Na Paris Couture Week 2026, Ashi Studio revelou a coleção Spring/Summer 2026 Couture, explorando corseteria histórica e referências ao luto vitoriano.
Durante a Paris Couture Week 2026, realizada em janeiro, Ashi Studio apresentou a coleção Spring/Summer 2026 Couture, intitulada “The Beginning”. O desfile integrou o calendário oficial da alta-costura em Paris no dia 29 de janeiro e teve como eixo central a investigação de rituais vitorianos de luto, técnicas históricas de corseteria e manipulação contemporânea de materiais. Entre os looks, destacou-se o Look 14, um casaco sob medida em couro de crocodilo oxblood, estruturado rente ao corpo até o chão, com gola elevada e costas expostas.

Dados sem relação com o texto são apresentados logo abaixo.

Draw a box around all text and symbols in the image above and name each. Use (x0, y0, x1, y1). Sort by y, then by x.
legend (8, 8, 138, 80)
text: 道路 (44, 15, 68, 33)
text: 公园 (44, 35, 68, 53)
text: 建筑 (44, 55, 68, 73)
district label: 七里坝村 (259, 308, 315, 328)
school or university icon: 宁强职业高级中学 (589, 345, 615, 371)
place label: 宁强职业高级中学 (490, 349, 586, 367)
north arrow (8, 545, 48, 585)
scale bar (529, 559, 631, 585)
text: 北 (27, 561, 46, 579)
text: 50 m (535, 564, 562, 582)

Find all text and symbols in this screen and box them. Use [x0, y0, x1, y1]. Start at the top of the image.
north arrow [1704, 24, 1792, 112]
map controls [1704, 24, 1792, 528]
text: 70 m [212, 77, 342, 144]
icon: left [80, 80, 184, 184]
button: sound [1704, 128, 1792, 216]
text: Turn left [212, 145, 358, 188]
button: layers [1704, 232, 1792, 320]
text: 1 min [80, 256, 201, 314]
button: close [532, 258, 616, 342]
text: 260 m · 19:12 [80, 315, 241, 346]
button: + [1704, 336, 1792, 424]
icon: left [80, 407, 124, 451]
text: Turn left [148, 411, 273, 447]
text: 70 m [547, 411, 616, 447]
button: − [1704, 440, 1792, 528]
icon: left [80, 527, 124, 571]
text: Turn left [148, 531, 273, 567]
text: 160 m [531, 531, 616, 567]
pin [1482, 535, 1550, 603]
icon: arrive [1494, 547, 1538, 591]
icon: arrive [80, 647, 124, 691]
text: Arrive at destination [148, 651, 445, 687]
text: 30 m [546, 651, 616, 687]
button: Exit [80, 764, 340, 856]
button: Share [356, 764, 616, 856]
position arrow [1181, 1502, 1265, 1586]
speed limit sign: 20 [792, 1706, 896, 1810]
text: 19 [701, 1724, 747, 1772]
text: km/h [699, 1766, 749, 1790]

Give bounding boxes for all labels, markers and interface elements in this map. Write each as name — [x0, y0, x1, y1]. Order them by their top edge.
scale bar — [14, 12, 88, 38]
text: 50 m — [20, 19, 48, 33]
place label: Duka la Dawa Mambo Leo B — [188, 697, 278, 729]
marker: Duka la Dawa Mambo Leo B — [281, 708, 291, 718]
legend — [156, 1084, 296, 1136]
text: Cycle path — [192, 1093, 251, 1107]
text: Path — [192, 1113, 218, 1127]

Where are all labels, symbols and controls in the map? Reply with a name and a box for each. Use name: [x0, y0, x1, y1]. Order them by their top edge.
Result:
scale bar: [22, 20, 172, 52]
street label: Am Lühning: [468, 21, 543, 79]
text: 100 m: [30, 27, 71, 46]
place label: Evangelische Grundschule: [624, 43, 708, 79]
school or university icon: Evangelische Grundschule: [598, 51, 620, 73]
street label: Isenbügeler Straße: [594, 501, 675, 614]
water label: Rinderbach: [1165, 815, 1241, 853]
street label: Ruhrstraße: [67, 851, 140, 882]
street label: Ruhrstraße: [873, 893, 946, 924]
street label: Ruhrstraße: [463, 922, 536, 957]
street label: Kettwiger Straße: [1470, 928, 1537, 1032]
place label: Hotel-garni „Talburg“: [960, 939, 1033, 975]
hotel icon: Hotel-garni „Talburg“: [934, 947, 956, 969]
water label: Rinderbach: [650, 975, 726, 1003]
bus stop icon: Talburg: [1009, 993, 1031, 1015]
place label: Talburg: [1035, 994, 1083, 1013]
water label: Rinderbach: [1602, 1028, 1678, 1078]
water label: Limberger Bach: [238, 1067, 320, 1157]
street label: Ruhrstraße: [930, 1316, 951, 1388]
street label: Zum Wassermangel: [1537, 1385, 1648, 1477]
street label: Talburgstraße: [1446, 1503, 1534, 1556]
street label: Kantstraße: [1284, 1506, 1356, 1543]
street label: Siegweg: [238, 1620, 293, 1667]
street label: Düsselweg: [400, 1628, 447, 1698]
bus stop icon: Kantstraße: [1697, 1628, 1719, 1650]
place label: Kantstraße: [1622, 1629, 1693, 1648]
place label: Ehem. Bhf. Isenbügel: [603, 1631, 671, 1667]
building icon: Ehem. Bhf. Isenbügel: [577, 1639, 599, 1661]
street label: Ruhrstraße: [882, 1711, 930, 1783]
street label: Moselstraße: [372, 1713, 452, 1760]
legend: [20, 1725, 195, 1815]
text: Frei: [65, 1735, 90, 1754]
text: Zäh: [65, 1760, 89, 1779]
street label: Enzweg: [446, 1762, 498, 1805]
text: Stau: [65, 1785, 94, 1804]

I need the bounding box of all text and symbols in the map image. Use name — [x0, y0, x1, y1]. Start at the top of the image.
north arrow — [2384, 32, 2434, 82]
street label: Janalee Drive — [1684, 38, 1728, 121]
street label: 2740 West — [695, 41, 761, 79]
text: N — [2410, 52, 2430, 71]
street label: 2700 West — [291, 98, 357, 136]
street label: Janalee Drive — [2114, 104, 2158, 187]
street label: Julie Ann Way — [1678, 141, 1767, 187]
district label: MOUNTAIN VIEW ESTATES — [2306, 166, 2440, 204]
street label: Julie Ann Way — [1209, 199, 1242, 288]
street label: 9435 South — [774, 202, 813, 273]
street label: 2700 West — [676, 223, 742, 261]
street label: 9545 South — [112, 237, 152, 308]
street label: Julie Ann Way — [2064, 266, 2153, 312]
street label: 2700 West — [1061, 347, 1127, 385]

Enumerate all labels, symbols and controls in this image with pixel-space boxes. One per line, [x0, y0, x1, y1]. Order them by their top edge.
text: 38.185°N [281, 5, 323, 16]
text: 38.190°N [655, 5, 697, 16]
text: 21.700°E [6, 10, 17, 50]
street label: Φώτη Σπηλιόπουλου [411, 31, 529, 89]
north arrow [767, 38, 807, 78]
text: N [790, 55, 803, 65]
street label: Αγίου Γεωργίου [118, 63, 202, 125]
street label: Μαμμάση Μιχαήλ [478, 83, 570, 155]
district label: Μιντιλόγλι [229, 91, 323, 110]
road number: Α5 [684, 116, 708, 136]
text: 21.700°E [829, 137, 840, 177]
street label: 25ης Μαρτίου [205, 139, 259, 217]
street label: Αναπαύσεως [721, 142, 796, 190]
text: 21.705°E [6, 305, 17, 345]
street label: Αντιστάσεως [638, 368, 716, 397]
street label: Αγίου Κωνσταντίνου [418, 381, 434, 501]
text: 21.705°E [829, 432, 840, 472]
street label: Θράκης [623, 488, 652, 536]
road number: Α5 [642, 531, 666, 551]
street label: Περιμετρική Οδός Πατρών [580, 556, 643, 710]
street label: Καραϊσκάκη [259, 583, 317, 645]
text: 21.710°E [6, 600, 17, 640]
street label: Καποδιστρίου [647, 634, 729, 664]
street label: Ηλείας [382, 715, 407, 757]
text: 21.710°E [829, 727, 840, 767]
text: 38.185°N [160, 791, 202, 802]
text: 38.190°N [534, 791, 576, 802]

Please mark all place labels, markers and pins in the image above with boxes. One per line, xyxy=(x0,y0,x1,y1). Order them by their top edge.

Fundada pelo designer saudita Ashi, a maison consolidou sua presença em Paris ao longo das últimas temporadas com uma linguagem que combina construção clássica e pesquisa material. A marca opera dentro do circuito da alta-costura como um estúdio que tensiona tradição e teatralidade, frequentemente dialogando com referências históricas e códigos de controle corporal. Nesta coleção, o ponto de partida foi a obsessão da era vitoriana por luto, desejo e disciplina estética.
A coleção utilizou técnicas de corseteria do século 18 para comprimir cinturas e estruturar silhuetas em formato de sino. Vestidos incorporaram extensões arredondadas, superfícies tratadas com cola para criar efeito de umidade aparente e pinturas trompe l’oeil que transformaram tecidos planos em laços e drapeados ilusórios. Cabelos trançados foram integrados às peças como referência às joias de luto vitorianas, enquanto chaves, mariposas associadas à morte e selos de cera apareceram como elementos simbólicos. Parte do desenvolvimento foi realizada em colaboração com profissionais de cenografia e cabelo que atuam no cinema, incluindo equipes envolvidas na produção de “Dracula”.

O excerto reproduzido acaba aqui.